» What is being asked:
Please retype the records below exactly, from the first line through the line containing "flex:none; width:33px; height:33px;", and leave out any pictures.

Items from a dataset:
━━━━━━━━
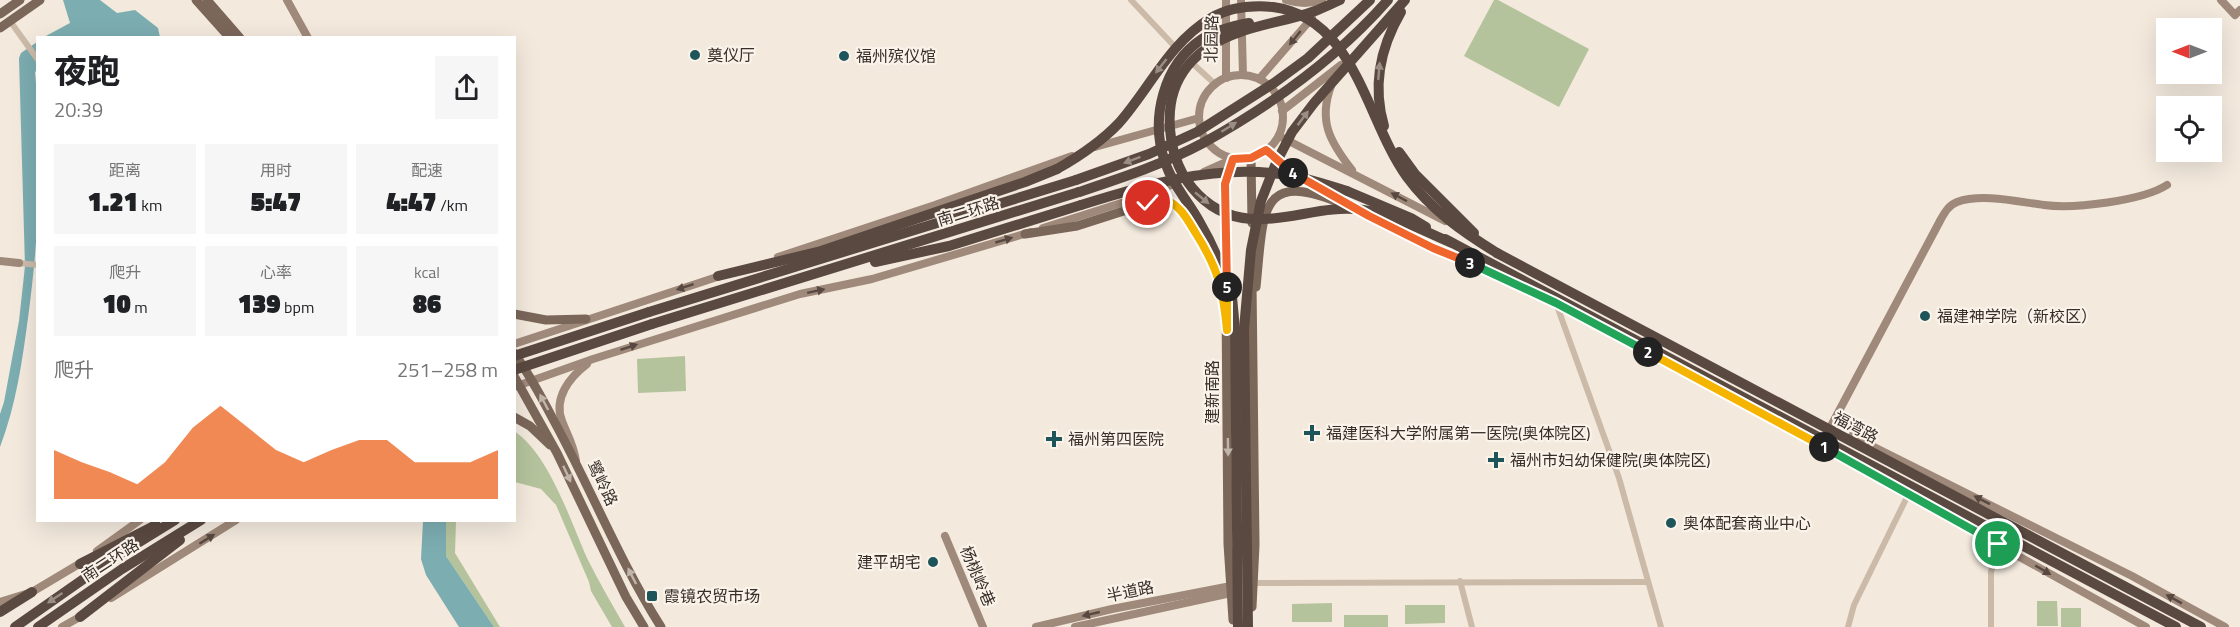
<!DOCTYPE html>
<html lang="zh">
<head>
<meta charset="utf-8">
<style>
	body { margin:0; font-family:"Titillium Web","Noto Sans SC",sans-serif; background:#f6f6f6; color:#202124; height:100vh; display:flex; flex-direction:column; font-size:22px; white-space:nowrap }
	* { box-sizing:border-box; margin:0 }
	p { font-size:20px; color:#757577 }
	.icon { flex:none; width:33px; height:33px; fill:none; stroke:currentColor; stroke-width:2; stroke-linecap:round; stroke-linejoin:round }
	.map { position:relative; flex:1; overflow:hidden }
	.side { position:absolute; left:36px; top:36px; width:480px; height:486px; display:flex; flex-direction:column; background:#fff; border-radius:0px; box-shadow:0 6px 24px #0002 }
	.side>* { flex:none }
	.needle { width:39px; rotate:270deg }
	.buttons { position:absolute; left:2156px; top:18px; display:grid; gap:12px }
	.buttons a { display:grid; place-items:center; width:66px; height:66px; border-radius:0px; background:#fff; box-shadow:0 6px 24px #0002; font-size:30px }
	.pin { position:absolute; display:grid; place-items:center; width:51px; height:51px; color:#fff; margin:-26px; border:3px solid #fff; border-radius:50%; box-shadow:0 2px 6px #0007 }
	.km { position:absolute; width:30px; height:30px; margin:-15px; border-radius:50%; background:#222; color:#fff; font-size:16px; line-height:30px; text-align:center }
	.round { display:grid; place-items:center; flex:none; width:63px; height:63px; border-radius:0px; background:#f6f6f6 }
	.overview { display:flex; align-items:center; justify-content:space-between; height:102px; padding:0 18px }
	h1 { font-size:33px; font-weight:800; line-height:45px }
	.stats { display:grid; grid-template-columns:repeat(3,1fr); gap:9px; height:102px; padding:6px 18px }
	.stats div { display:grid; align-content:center; border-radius:0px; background:#f6f6f6; text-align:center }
	.stats b { font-size:26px; font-weight:800 }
	.stats small { font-size:16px; font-weight:400 }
	.stats p { font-size:16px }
	.chart { height:168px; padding:12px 18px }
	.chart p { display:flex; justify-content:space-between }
	.chart svg { width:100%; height:108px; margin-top:6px; fill:#ea580c; opacity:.7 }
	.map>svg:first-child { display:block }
</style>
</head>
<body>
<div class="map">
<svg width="2240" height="627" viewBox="0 0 2240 627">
	<rect width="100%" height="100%" fill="#f3e9dd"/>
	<g fill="#b5c39d">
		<path d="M1494 0H1498L1589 49 1559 107 1464 56Z"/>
		<path d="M685 356 686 391 638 393 637 359Z"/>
		<path d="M514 431C549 454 570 520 587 558 599 582 612 604 625 627H612L591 591 589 582 556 505 541 489 515 482Z"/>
		<path d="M446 521H456L455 553 500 627H494L446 556Z"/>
		<path d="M2037 601H2057L2058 626H2037Z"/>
		<path d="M1332 603V622H1292V604Z"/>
		<path d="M1405 605H1445V623L1405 624Z"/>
		<rect x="2061" y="608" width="20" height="19"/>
		<rect x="1344" y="615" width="44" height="12"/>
	</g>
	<g fill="#7cadb1">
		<path d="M63 0H100L117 13 135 10 158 28 160 37H44L70 23Z"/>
		<path d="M37 42V70L35 72C43 154 39 237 28 318 22 363 16 405 0 447V414L4 402 19 321 25 266 19 58 21 53Z"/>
		<path d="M423 521H446V556L494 627H459L426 575 421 559Z"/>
	</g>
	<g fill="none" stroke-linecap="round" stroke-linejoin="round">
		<g stroke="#ccbaa9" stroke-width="6">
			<path d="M1131 0 1177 49"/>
			<path d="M10 21 38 60"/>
			<path d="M1191 62 1215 84"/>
			<path d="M19 263 38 265"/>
			<path d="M1556 303 1619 478 1661 627"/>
			<path d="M1460 581 1472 627"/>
			<path d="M1254 583 1648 582"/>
			<path d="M1848 627 1854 605 1908 495"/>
			<path d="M1991 627V572L1998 544"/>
		</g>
		<g stroke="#9f897a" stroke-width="8">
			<path d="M287 0 308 38"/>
			<path d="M1241 0 1243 75"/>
			<path d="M1286 0C1299 4 1310 4 1322 0"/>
			<path d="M2221 0 2235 15 2240 10"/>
			<circle cx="1241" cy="117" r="42"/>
			<path d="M1226 78V0"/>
			<path d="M1259 79 1312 18"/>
			<path d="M1331 86C1318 121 1330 142 1352 170"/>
			<path d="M1282 111 1341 65"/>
			<path d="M1279 136 1445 221"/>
			<path d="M1095 147 1199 118"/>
			<path d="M1266 150 1287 169 1296 175"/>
			<path d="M1204 172 1233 159"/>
			<path d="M1313 184 1343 201"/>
			<path d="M1362 212 1433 248 1557 304"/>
			<path d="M1043 228 1143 196 1176 183"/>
			<path d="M778 257 935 205 1072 156"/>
			<path d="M0 261 19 263"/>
			<path d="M514 344 723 275"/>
			<path d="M514 387 593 359 800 294 872 279 1031 232"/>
			<path d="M1831 426 1941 219C1945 212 1949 205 1957 202 1982 193 2019 202 2044 205 2074 209 2142 201 2167 185"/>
			<path d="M1804 435 1908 495 2146 627"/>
			<path d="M1852 436 2132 576 2225 627"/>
			<path d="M576 461C573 443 568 437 562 421 553 398 570 377 587 364"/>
			<path d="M945 536 983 627"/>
			<path d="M97 551 140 520"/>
			<path d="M111 598 236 520"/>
			<path d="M0 602 32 592 84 561"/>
			<path d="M62 627 85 614"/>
			<path d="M1036 627 1112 609 1231 586"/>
			<path d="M1075 627 1231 593"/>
		</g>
		<g stroke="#7b665a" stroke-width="9">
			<path d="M196 0 230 38"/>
			<path d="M207 0 240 38"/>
			<path d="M0 14 20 0"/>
			<path d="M0 28 40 0"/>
			<path d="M1251 158 1252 223"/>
			<path d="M1233 159 1225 184 1228 544 1233 620"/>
			<path d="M1025 234 1077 226 1158 200C1186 196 1217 268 1222 290"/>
			<path d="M1256 287C1264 210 1257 165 1352 208"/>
			<path d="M514 314 546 320 586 319"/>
			<path d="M514 353C530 375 542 398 554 421 591 489 620 562 661 627"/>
			<path d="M514 376 557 453 626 597 644 627"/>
			<path d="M514 417 530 426 550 445"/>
			<path d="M1252 607 1255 545 1252 282"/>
		</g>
		<g stroke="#5a4940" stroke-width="10">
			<path d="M1347 191 1411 218 1426 227"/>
			<path d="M1445 239 2176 627"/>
			<path d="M1497 253 2201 627"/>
			<path d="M875 262 949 246 1081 205"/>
			<path d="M718 276 821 251 1025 182 1057 169"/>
			<path d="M1232 297 1235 329 1238 627"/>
			<path d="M649 312 1076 180"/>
			<path d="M652 324 1079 192"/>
			<path d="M80 564 156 525"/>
			<path d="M0 612 32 592"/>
			<path d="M80 617 180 540"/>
			<path d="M15 627 115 557 175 520"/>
			<path d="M38 627 122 569 201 520"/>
		</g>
		<g stroke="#5a4940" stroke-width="10">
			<path d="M1340 0C1331 4 1323 8 1315 11 1291 20 1265 23 1240 32 1194 48 1166 79 1170 129 1174 181 1210 222 1264 219 1297 218 1329 205 1363 210 1394 214 1423 231 1452 243"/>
			<path d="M1384 126C1372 85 1380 48 1401 12"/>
			<path d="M1399 152 1415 174 1474 233"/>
			<path d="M1057 169C1080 156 1101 142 1119 123 1150 88 1169 43 1211 18 1230 7 1251 5 1273 7 1356 18 1366 121 1407 177 1431 210 1463 232 1497 253"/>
			<path d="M1076 180 1149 154 1197 132 1274 83 1308 58 1370 0"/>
			<path d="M1079 192C1121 178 1164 164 1203 143 1270 106 1337 58 1388 0"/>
			<path d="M1081 205C1145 185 1212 165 1280 174 1303 177 1325 184 1347 191"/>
			<path d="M1232 297C1224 271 1213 245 1199 221 1188 201 1172 184 1165 162 1150 119 1163 65 1202 39 1216 30 1233 26 1249 23"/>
			<path d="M514 356 649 312"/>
			<path d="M514 370 652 324"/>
			<path d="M1248 627 1244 329 1251 250 1261 201 1276 163 1292 132 1314 103 1405 0"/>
		</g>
	</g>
	<defs><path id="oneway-solid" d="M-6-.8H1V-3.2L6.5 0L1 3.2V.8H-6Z" transform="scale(1.5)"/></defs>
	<g fill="#574941">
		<use href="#oneway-solid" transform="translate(1295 38) rotate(129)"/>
		<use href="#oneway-solid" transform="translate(1399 197) rotate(-152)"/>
		<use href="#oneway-solid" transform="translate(1004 240) rotate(-16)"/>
		<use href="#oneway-solid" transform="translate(685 287) rotate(162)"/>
		<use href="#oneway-solid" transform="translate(816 291) rotate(-12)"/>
		<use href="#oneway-solid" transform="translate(629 347) rotate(-18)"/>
		<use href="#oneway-solid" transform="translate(1982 500) rotate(-153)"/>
		<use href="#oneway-solid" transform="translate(207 539) rotate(-32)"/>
		<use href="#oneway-solid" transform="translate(2043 570) rotate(30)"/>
		<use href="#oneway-solid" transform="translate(2174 599) rotate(-151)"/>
		<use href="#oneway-solid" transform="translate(1091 614) rotate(167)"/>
	</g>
	<g fill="#9a8d84">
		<use href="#oneway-solid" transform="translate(1161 66) rotate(128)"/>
		<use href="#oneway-solid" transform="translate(1379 71) rotate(-85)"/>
		<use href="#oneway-solid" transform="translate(1303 118) rotate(-53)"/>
		<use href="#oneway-solid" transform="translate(1229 127) rotate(-32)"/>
		<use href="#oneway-solid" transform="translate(1132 160) rotate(159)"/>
		<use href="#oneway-solid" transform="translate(1202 198) rotate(39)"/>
		<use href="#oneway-solid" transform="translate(55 598) rotate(146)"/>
	</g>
	<g fill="#c1b4a9">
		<use href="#oneway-solid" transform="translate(544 402) rotate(-118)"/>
		<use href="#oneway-solid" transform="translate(1228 447) rotate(89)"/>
		<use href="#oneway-solid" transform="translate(567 474) rotate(65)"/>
		<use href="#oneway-solid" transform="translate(632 576) rotate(-117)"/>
	</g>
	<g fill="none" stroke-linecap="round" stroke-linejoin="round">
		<defs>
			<path id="split-1" d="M1824 447 1998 544"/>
			<path id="split-2" d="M1648 352 1824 447"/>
			<path id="split-3" d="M1470 263 1556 303 1648 352"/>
			<path id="split-4" d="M1293 173 1369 216 1433 248 1470 263"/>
			<path id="split-5" d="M1227 287 1225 184 1233 159 1251 158 1266 150 1293 173"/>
			<path id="split-6" d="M1148 203 1167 200C1181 207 1187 219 1195 232 1218 268 1223 288 1227 330V287"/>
		</defs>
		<use href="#split-1" stroke="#fff" stroke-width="12"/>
		<use href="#split-2" stroke="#fff" stroke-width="12"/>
		<use href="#split-3" stroke="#fff" stroke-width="12"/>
		<use href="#split-4" stroke="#fff" stroke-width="12"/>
		<use href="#split-5" stroke="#fff" stroke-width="12"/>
		<use href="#split-6" stroke="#fff" stroke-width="12"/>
		<use href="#split-1" stroke="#22a559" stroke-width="8"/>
		<use href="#split-2" stroke="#f5b400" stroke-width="8"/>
		<use href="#split-3" stroke="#22a559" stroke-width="8"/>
		<use href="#split-4" stroke="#f0652b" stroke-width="8"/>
		<use href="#split-5" stroke="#f0652b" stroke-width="8"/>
		<use href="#split-6" stroke="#f5b400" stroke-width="8"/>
	</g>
	<g fill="#1d555b" stroke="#faf3ea" stroke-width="2">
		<circle cx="695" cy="55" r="6"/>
		<circle cx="844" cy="56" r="6"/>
		<circle cx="1925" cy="316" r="6"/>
		<path d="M1309 424h6v6h6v6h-6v6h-6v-6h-6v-6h6z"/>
		<path d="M1051 430h6v6h6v6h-6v6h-6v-6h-6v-6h6z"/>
		<path d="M1493 451h6v6h6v6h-6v6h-6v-6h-6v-6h6z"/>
		<circle cx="1671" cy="523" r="6"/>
		<circle cx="933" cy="562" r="6"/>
		<rect x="646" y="590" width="12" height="12" rx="3"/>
	</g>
	<g text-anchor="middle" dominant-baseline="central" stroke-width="4.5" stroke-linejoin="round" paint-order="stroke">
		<g font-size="16" fill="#382e29" stroke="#faf3ea">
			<text transform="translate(1211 39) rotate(-89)">北园路</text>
			<text transform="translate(968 211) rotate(-17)">南二环路</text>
			<text transform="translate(1212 392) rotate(-90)">建新南路</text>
			<text transform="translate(1856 427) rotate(28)">福湾路</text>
			<text transform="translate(603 483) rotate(64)">鹭岭路</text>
			<text transform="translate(110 560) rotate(-33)">南二环路</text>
			<text transform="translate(978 576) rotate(67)">杨桃岭巷</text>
			<text transform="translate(1130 591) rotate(-12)">半道路</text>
		</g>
		<g font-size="16" fill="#382e29" stroke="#faf3ea" text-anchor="start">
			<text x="707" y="55">奠仪厅</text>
			<text x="856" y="56">福州殡仪馆</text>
			<text x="1937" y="316">福建神学院（新校区）</text>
			<text x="1326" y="433">福建医科大学附属第一医院(奥体院区)</text>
			<text x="1068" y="439">福州第四医院</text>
			<text x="1510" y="460">福州市妇幼保健院(奥体院区)</text>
			<text x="1683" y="523">奥体配套商业中心</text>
			<text x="921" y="562" text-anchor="end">建平胡宅</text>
			<text x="664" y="596">霞镜农贸市场</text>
		</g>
	</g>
</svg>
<div class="buttons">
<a><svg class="needle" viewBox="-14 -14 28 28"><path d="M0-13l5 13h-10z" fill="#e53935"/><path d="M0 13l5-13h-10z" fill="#757577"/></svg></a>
<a><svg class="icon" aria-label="locate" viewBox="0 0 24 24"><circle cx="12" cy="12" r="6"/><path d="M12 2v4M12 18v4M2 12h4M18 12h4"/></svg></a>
</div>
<div class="pin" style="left:1998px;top:544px;background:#1e9e55"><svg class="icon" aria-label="arrive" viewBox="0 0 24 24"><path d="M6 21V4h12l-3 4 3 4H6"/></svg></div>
<div class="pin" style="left:1148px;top:203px;background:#d93025"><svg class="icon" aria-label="check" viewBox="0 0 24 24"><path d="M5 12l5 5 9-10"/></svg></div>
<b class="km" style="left:1824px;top:447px">1</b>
<b class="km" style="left:1648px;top:352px">2</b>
<b class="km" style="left:1470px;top:263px">3</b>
<b class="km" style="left:1293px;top:173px">4</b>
<b class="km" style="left:1227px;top:287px">5</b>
<section class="side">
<div class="overview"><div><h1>夜跑</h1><p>20:39</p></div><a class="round"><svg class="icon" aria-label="share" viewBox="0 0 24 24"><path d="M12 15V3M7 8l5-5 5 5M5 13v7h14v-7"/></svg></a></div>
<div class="stats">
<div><p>距离</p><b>1.21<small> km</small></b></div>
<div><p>用时</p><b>5:47</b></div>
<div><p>配速</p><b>4:47<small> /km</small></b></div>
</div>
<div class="stats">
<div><p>爬升</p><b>10<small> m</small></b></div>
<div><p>心率</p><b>139<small> bpm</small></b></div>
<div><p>kcal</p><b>86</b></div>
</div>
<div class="chart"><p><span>爬升</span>251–258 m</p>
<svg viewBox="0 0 160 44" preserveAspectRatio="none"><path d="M0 44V24L10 29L20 33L30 38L40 29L50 15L60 6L70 15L80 24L90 29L100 24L110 20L120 20L130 29L140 29L150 29L160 24V44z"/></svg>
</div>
</section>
</div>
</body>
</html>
━━━━━━━━
» Written answer:
<!DOCTYPE html>
<html lang="zh">
<head>
<meta charset="utf-8">
<style>
	body { margin:0; font-family:"Titillium Web","Noto Sans SC",sans-serif; background:#f6f6f6; color:#202124; height:100vh; display:flex; flex-direction:column; font-size:22px; white-space:nowrap }
	* { box-sizing:border-box; margin:0 }
	p { font-size:20px; color:#757577 }
	.icon { flex:none; width:33px; height:33px; fill:none; stroke:currentColor; stroke-width:2; stroke-linecap:round; stroke-linejoin:round }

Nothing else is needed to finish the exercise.